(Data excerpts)
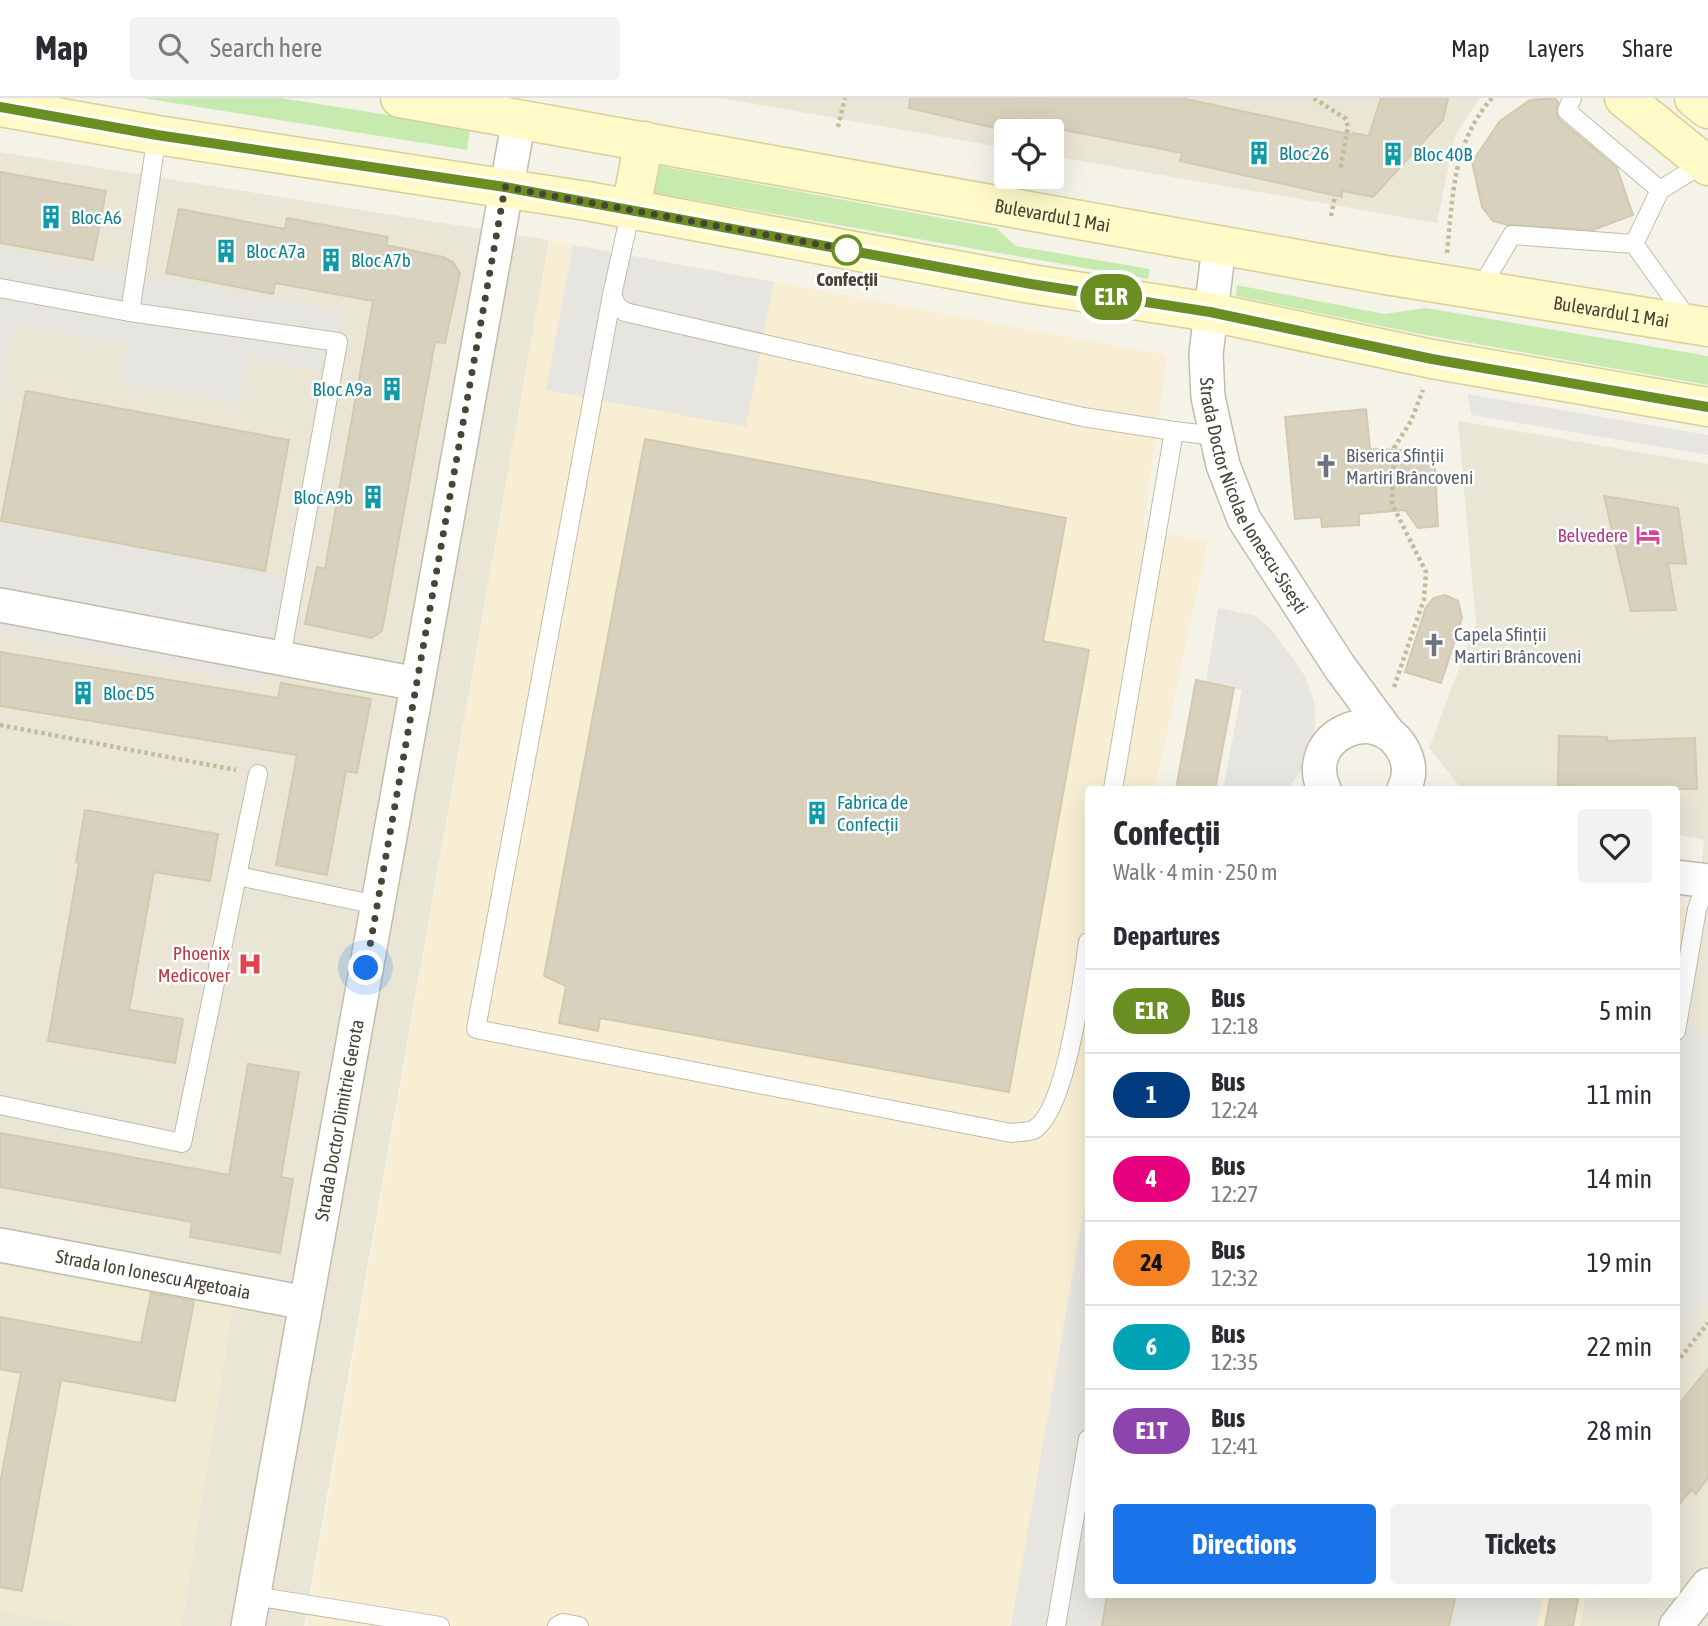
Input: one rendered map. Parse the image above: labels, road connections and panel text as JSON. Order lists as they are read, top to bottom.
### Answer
{
  "streets": {
    "main road": ["Bulevardul 1 Mai"],
    "street": ["Strada Doctor Nicolae Ionescu-Sisești", "Strada Doctor Dimitrie Gerota", "Strada Ion Ionescu Argetoaia"]
  },
  "crossings": [
    ["Bulevardul 1 Mai", "Strada Doctor Nicolae Ionescu-Sisești"],
    ["Bulevardul 1 Mai", "Strada Doctor Dimitrie Gerota"],
    ["Strada Doctor Dimitrie Gerota", "Strada Ion Ionescu Argetoaia"]
  ],
  "places": {
    "building": [
      "Bloc 26",
      "Bloc 40B",
      "Bloc A6",
      "Bloc A7a",
      "Bloc A7b",
      "Bloc A9a",
      "Bloc A9b",
      "Bloc D5",
      "Fabrica de Confecții"
    ],
    "other": ["Confecții"],
    "church": ["Biserica Sfinții Martiri Brâncoveni", "Capela Sfinții Martiri Brâncoveni"],
    "hotel": ["Belvedere"],
    "hospital": ["Phoenix Medicover"]
  },
  "lines": ["bus line E1R"],
  "page": {
    "header": "Map",
    "search": "Search here",
    "nav": ["Map", "Layers", "Share"],
    "on_map": "E1R",
    "heading": [
      ["Confecții", "Walk · 4 min · 250 m"],
      "Departures"
    ],
    "list": [
      {
        "mark": "E1R",
        "name": "Bus",
        "note": "12:18",
        "value": "5 min"
      },
      {
        "mark": "1",
        "name": "Bus",
        "note": "12:24",
        "value": "11 min"
      },
      {
        "mark": "4",
        "name": "Bus",
        "note": "12:27",
        "value": "14 min"
      },
      {
        "mark": "24",
        "name": "Bus",
        "note": "12:32",
        "value": "19 min"
      },
      {
        "mark": "6",
        "name": "Bus",
        "note": "12:35",
        "value": "22 min"
      },
      {
        "mark": "E1T",
        "name": "Bus",
        "note": "12:41",
        "value": "28 min"
      }
    ],
    "buttons": ["Directions", "Tickets"]
  }
}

▶ _Prompt_: Read through the entries above, and wherever a line holds the string "mark", copy it.

▶ _Solution to this problem_:
        "mark": "E1R",
        "mark": "1",
        "mark": "4",
        "mark": "24",
        "mark": "6",
        "mark": "E1T",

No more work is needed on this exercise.